AVAILABLE DATA START
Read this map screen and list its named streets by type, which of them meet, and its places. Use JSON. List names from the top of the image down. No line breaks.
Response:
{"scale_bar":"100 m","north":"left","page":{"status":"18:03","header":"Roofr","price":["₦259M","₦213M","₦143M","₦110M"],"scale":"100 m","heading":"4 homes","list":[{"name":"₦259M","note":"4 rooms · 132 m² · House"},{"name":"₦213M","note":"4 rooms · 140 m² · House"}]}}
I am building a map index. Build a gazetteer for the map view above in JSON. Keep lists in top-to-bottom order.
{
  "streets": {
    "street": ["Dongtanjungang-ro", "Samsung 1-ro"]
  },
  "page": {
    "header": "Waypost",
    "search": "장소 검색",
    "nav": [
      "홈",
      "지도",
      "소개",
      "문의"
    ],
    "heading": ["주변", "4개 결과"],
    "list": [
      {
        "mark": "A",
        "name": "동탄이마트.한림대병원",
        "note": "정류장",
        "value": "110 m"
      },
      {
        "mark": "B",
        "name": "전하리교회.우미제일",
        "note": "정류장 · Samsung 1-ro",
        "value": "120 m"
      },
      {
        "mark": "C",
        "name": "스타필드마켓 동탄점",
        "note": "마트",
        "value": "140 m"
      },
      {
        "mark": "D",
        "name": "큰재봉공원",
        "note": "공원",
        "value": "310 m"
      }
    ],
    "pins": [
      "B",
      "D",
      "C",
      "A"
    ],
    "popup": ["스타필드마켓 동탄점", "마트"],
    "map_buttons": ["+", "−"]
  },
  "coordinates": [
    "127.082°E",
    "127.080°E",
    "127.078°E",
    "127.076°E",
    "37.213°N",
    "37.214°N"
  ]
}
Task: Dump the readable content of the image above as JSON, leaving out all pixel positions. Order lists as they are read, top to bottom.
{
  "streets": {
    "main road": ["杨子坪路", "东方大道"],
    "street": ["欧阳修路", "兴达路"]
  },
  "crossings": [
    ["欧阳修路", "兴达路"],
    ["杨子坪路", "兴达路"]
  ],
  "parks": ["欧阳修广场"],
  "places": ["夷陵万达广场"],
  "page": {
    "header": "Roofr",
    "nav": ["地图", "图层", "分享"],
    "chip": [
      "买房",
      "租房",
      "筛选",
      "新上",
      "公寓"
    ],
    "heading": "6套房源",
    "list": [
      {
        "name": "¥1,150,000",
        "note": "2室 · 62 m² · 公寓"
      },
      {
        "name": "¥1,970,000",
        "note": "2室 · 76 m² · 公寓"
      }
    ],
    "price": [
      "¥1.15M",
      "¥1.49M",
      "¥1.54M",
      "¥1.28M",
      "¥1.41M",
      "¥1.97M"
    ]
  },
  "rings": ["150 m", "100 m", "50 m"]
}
AVAILABLE DATA END
● **ASSIGNMENT**: The data above should be reproduced in full and exactly.

● **THE COMPLETED TASK**:
Read this map screen and list its named streets by type, which of them meet, and its places. Use JSON. List names from the top of the image down. No line breaks.
Response:
{"scale_bar":"100 m","north":"left","page":{"status":"18:03","header":"Roofr","price":["₦259M","₦213M","₦143M","₦110M"],"scale":"100 m","heading":"4 homes","list":[{"name":"₦259M","note":"4 rooms · 132 m² · House"},{"name":"₦213M","note":"4 rooms · 140 m² · House"}]}}
I am building a map index. Build a gazetteer for the map view above in JSON. Keep lists in top-to-bottom order.
{
  "streets": {
    "street": ["Dongtanjungang-ro", "Samsung 1-ro"]
  },
  "page": {
    "header": "Waypost",
    "search": "장소 검색",
    "nav": [
      "홈",
      "지도",
      "소개",
      "문의"
    ],
    "heading": ["주변", "4개 결과"],
    "list": [
      {
        "mark": "A",
        "name": "동탄이마트.한림대병원",
        "note": "정류장",
        "value": "110 m"
      },
      {
        "mark": "B",
        "name": "전하리교회.우미제일",
        "note": "정류장 · Samsung 1-ro",
        "value": "120 m"
      },
      {
        "mark": "C",
        "name": "스타필드마켓 동탄점",
        "note": "마트",
        "value": "140 m"
      },
      {
        "mark": "D",
        "name": "큰재봉공원",
        "note": "공원",
        "value": "310 m"
      }
    ],
    "pins": [
      "B",
      "D",
      "C",
      "A"
    ],
    "popup": ["스타필드마켓 동탄점", "마트"],
    "map_buttons": ["+", "−"]
  },
  "coordinates": [
    "127.082°E",
    "127.080°E",
    "127.078°E",
    "127.076°E",
    "37.213°N",
    "37.214°N"
  ]
}
Task: Dump the readable content of the image above as JSON, leaving out all pixel positions. Order lists as they are read, top to bottom.
{
  "streets": {
    "main road": ["杨子坪路", "东方大道"],
    "street": ["欧阳修路", "兴达路"]
  },
  "crossings": [
    ["欧阳修路", "兴达路"],
    ["杨子坪路", "兴达路"]
  ],
  "parks": ["欧阳修广场"],
  "places": ["夷陵万达广场"],
  "page": {
    "header": "Roofr",
    "nav": ["地图", "图层", "分享"],
    "chip": [
      "买房",
      "租房",
      "筛选",
      "新上",
      "公寓"
    ],
    "heading": "6套房源",
    "list": [
      {
        "name": "¥1,150,000",
        "note": "2室 · 62 m² · 公寓"
      },
      {
        "name": "¥1,970,000",
        "note": "2室 · 76 m² · 公寓"
      }
    ],
    "price": [
      "¥1.15M",
      "¥1.49M",
      "¥1.54M",
      "¥1.28M",
      "¥1.41M",
      "¥1.97M"
    ]
  },
  "rings": ["150 m", "100 m", "50 m"]
}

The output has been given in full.